Some people don’t consider REITs as a “real estate investment” in a practical, business mindset. For a lot of them, they find directly purchasing and directly getting involved in the properties and the issues it’s involved is what real estate business is all about.
Then again, for people who want to test the waters or for those who’s just getting started on investing, REITs are appealing and could be a viable start to investing.
Why are REITs attractive?
REITs are required to pay at the very least 90% of the taxable income to their shareholders in the form of dividends. The high dividend payouts attract a massive public interest, especially when compared to the stock market.
REITs may also save you time and energy compared to directly buying properties, and the existence of REITs cuts the barrier low when it comes to starting out in real estate investment.
How much does REITs pay?
In general, REITs pay approximately 7% – 15% back to the investors. Compared to the stock market, the percentage share is considerably higher.
Some REITs pay on a quarterly basis, some pay their shareholders monthly. People may see the return of their investment pretty quickly.
However, just as giving your money to a company and generally letting them do all the work, investing in REITs is generally much less profitable compared to owning your own properties and managing them yourself.
Make sure to be informed about the fees associated with everything regarding your investment.
Generally less profitable.
Inform yourself of the company’s history in payouts
Find out their compensation structure, what type of REITs they’re investing in, as well as their track record or the history of the payout itself.
Whether it’s residential, retail, office REITs, healthcare, or other types of REITs, do your homework and research. Find out about their management as well, as the managing team is everything in the success of REITs investment.
You can start low
REITs is created to be as accessible as possible to the average Americans when it was established by Congress in 1960. People who’d like to try investing in real estate may start in REITs to test the waters.
Some companies have a very accessible minimum limit of $2,000 to $4,000. Compared to outright buying your very own property, REITs allow you to start investing in real estates with what funds you have.
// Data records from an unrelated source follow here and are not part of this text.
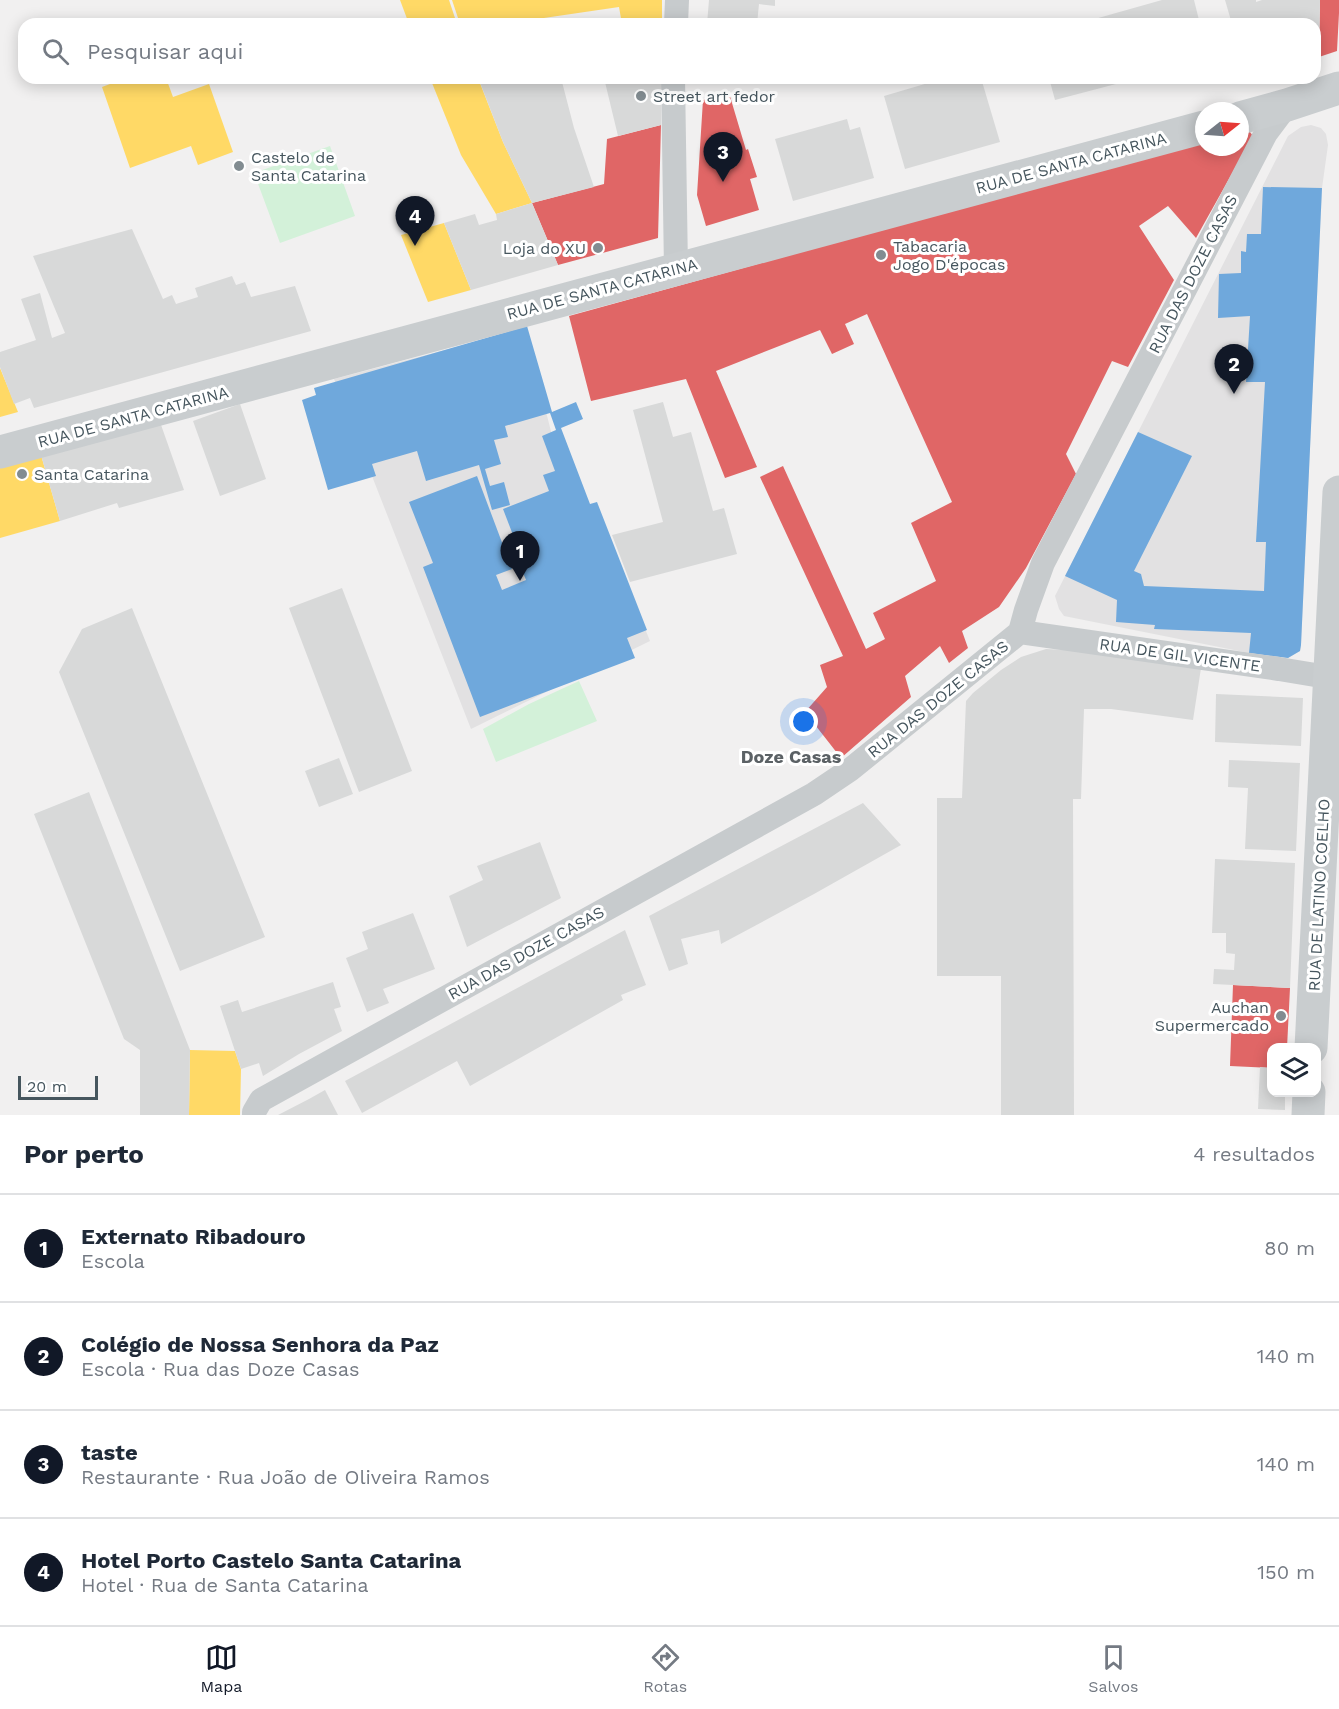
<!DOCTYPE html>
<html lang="pt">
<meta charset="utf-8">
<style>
:root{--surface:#fff;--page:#f2f2f3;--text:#1f2937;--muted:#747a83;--line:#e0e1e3;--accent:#111827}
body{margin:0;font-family:"Work Sans",sans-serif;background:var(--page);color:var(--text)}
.controls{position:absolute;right:18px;bottom:18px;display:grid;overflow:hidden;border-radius:12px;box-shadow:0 3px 15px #0003}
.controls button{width:54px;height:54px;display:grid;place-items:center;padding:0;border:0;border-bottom:2px solid var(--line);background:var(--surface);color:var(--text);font:30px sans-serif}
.compass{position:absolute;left:1195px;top:102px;width:54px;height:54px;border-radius:50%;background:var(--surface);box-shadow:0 3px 15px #0003;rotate:73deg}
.scale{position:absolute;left:18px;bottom:15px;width:80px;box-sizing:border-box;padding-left:6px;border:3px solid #46565e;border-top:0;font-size:16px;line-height:21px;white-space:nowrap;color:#46565e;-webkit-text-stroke:4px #fff;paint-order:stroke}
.you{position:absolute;left:804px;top:722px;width:21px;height:21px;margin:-15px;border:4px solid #fff;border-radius:50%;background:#1a73e8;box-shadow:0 0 0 9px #1a73e833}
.badge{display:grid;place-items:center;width:39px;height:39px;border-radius:50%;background:var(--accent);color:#fff;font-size:20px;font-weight:700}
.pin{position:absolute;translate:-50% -50px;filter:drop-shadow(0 2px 3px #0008)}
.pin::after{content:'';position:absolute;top:32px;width:21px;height:18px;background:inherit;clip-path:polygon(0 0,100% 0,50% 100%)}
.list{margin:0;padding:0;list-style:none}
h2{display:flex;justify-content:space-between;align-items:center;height:78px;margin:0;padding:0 24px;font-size:26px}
h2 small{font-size:20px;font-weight:400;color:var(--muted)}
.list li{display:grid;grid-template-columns:39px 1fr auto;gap:18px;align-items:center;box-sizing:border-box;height:108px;padding:0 24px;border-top:2px solid var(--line)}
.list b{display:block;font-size:22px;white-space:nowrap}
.list p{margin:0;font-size:20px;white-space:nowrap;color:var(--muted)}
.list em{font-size:20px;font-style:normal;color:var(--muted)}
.icon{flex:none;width:33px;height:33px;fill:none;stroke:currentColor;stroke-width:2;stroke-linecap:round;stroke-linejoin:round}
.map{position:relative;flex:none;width:1339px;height:1115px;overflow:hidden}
.search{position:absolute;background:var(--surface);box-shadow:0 3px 15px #0003;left:18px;right:18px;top:18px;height:66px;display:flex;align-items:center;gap:15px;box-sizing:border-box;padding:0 21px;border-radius:18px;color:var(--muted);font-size:22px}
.sheet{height:510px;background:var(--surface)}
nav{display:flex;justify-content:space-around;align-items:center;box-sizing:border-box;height:84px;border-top:2px solid var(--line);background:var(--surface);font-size:16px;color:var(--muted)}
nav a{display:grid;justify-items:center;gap:3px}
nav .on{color:var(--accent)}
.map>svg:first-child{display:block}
</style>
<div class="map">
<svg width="1339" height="1115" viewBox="0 0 1339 1115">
<rect width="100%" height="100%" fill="#f1f0f0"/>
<!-- education -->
<path fill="#e2e1e2" d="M1311,125l10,3 5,6 2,11 -6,43 -21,457 -1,6 -12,7 -39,-5 -185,-37 -5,-7 -4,-13 233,-460 13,-9z
M525,329l49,193 25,-7 51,126 -179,88 -137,-350z"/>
<!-- green -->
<path fill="#d3f1d9" d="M330,146l25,70 -75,27 -26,-70z
M579,681l18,40 -101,41 -13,-33 46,-25z"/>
<!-- homes -->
<path fill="#ffd966" d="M400,0h49l8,24h-48z
M452,0h210v24h-40l-3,-17 -116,17h-30v-3l-13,3z
M126,78h40l7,19 36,-13 24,68 -35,13 -7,-19 -61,22 -28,-81z
M430,78h48l25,64 29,61 -36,11 -35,-59z
M444,223l27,67 -43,12 -27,-67z
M0,368l18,44 -18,5z
M41,455l19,66 -60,17v-71z
M190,1050l45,1 6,18 -1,46h-51z"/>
<!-- shops -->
<path fill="#e06666" d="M1320,0h19v13l-2,38 -18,6z
M729,93l17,57 2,-1 9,28 -7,2 9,31 -53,16 -9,-31 6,-95z
M661,125l-3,113 -100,27 -26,-62 72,-19 3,-45z
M1246,127l7,9 -57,102 -28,-32 -29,20 35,54 -46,87 -16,-6 -46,93 10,20 -50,94 -27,39 -37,24 6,17 -19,15 -9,-17 -35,30 6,21 -70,61 -36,-46 22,-25 -7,-22 23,-9 -83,-179 23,-11 83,183 19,-10 -12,-26 63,-32 -25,-58 41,-21 -85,-188 -22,10 9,20 -22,10 -12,-24 -104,41 41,96 -32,11 -39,-99 -95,22 -22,-85 529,-146 106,-30v7h36v-18z
M1233,985l57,3 -3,60h-15v20l-42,-2z"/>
<!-- schools -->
<path fill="#6fa8dc" d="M1263,187l59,1 -21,457 -1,6 -12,7 -39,-5 2,-20 -97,-4 1,-4 -39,-3 1,-22 -52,-24 73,-144 54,24 -58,115 7,3 3,12 120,5 2,-49h-10l9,-160h-19l4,-66 -32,2 1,-44 22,-1v-22l5,1 1,-18h14z
M527,326l25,86 24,-10 7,17 -22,9 29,76 7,-2 50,128 -20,8 8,20 -155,59 -57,-150 10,-4 -24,-61 68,-26 35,93 -16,6 6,15 24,-10 -4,-10 4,-1 -23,-60 46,-18 -6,-16 12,-4 -13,-35 14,-6 -6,-17 -45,13 3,11 -14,3 7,24 -16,5 5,17 14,-4 6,23 -18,5 -13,-45 -53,16 -9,-30 -45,13 4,12 -48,14 -26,-90 14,-5 -2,-7z"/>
<!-- building -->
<path fill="#d8d9d9" d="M709,0h66v6l-16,-2 -2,20h-50z
M1162,0h32l6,24h-123z
M1225,0h31v2l6,-2h58l-1,57 -4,1v-34h-83z
M488,78h73l13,50 20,59 -62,16 -29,-61 -24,-62z
M604,78h57v47l-43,11z
M945,78h36l19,64 -95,27 -21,-73z
M1049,78h86v1l-80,21z
M847,119l3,11 10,-3 14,51 -81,23 -18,-62z
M532,203l26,62 -87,25 -27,-67 31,-9 4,11 18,-5 -1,-6z
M132,229l31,70 9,-4 4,9 22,-7 -3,-9 37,-12 4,9 9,-3 6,15 44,-11 16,45 -277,77 -4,-10 -16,6 -14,-37v-15l36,-12 -15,-41 19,-6 12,45 13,-5 -32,-77z
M663,402l10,35 18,-5 22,79 11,-3 13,46 -107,28 -18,-47 51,-13 -30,-112z
M240,404l26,75 -46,17 -27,-75z
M160,422l24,68 -65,18 -2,-5 -57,18 -19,-66z
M342,588l70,183 -53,21 -70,-184z
M132,608l133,329 -85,34 -121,-299 23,-43z
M1046,649l41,2 114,17 -8,52 -82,-11h-27l-3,90h-8l1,316h-73v-139h-64v-178h25l4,-97 7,-8 28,-23 20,-13z
M1216,694l87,4 -2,48 -86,-4z
M339,758l14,36 -34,13 -14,-36z
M1229,760l71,3 -4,88 -51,-2 3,-61 -20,-1z
M89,792l101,258 -1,65h-49v-65l-16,-11 -90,-225z
M863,803l38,42 -87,49 -93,50 -2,-14 -38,9 7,25 -19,7 -20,-55z
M540,842l21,56 -94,49 -18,-51 34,-16 -6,-14z
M1215,859l80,4 -5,125 -77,-4 1,-15 20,1 1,-16 -9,-1v-20h-14z
M413,913l22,56 -52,20 6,14 -22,9 -21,-54 22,-9 -6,-17z
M625,930l21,55 -25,10 2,5 -153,86 -13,-25 -95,52 -17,-32z
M333,982l8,25 -7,2 8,22 -43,23 -36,22 -4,-13 -18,6 -21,-63 18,-6 4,12z
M1260,1067l12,1v24h13v18l-27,-1z
M325,1090l13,25h-60l31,-16z"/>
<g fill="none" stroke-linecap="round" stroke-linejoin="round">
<!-- minor -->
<path stroke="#c7cbcd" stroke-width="24" d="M676,24l1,-24
M673,78l3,191
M1020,632l259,37 60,10
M254,1115v-3l7,-12 553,-306 37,-25 169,-137 6,-22 17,-47 223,-430 21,-28"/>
<!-- secondary -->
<path stroke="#c9cdcf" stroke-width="33" d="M1240,118l47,-13 52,-17
M0,452l1204,-325
M1311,1048l28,-556
M1308,1115l1,-23"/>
</g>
<!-- markers -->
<g fill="#828c91" stroke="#fff" stroke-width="2">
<circle cx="641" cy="96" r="6"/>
<circle cx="239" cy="166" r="6"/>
<circle cx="598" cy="248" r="6"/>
<circle cx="881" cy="255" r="6"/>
<circle cx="22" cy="474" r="6"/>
<circle cx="1281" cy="1016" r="6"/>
</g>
<g text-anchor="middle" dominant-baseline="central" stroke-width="6" stroke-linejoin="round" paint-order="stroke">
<!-- poi labels -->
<g font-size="16" fill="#46565e" stroke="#fff" text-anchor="start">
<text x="653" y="96">Street art fedor</text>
<text x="251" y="157">Castelo de<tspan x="251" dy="18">Santa Catarina</tspan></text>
<text x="893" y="246">Tabacaria<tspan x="893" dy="18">Jogo D'épocas</tspan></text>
<text x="586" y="248" text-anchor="end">Loja do XU</text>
<text x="34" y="474">Santa Catarina</text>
<text x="1269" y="1007" text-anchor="end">Auchan<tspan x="1269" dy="18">Supermercado</tspan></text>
</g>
<!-- street labels -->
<g font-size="16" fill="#46565e" stroke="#fff">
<text transform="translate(1071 163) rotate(-15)">RUA DE SANTA CATARINA</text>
<text transform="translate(1193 274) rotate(-63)">RUA DAS DOZE CASAS</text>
<text transform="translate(602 289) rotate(-15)">RUA DE SANTA CATARINA</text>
<text transform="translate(133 417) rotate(-15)">RUA DE SANTA CATARINA</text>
<text transform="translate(1180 655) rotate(8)">RUA DE GIL VICENTE</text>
<text transform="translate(938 699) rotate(-39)">RUA DAS DOZE CASAS</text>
<text transform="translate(1319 895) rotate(-87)">RUA DE LATINO COELHO</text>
<text transform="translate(526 953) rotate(-29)">RUA DAS DOZE CASAS</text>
</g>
<!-- neighbourhood labels -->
<g font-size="18" font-weight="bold" fill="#5b6165" stroke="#fff">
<text x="791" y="756">Doze Casas</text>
</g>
</g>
</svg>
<div class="controls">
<button><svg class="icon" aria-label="layers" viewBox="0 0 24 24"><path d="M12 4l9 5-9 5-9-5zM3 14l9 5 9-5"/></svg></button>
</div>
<svg class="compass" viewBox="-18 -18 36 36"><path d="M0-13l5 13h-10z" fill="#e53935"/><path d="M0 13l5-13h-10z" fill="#747a83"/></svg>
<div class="scale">20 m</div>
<div class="you"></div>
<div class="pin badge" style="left:520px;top:581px">1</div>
<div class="pin badge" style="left:1234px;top:394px">2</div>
<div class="pin badge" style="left:723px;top:182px">3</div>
<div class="pin badge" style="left:415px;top:246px">4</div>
<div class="search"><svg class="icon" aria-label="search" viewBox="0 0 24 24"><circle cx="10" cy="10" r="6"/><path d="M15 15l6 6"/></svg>Pesquisar aqui</div>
</div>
<section class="sheet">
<h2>Por perto<small>4 resultados</small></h2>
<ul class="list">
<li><span class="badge">1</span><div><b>Externato Ribadouro</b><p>Escola</p></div><em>80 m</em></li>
<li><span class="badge">2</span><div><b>Colégio de Nossa Senhora da Paz</b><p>Escola · Rua das Doze Casas</p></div><em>140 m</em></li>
<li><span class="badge">3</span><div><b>taste</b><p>Restaurante · Rua João de Oliveira Ramos</p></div><em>140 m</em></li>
<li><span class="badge">4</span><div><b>Hotel Porto Castelo Santa Catarina</b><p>Hotel · Rua de Santa Catarina</p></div><em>150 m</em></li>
</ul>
</section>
<nav>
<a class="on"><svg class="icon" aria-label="map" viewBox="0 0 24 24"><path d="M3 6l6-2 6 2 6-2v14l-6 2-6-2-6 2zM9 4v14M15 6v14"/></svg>Mapa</a>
<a><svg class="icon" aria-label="directions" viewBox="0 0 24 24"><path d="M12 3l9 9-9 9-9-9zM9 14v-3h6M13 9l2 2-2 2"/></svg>Rotas</a>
<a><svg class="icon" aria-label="saved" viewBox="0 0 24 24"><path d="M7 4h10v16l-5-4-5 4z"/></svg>Salvos</a>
</nav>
Your investment would also be in a form of liquid, and it’s generally easier to sell a share as opposed to selling a property in case you change your mind.
Less effort on your part
Investing in REITs meant you trust a company to do the work for you as opposed to doing the purchasing of properties, the management, the marketing, and everything else to the REITs.
It takes out a lot of responsibilities and work you’d have to undergo such as property maintenance, property improvements, management, and the likes.
Investing in REITs may not be for people who are serious about wanting to do real estate business. Those looking to do full-time doing real estate may not learn much from investing in REITs. However, for those who’d like to test the waters in the real estate industry or those who’d like to start small, REITs may be a pretty viable option for you.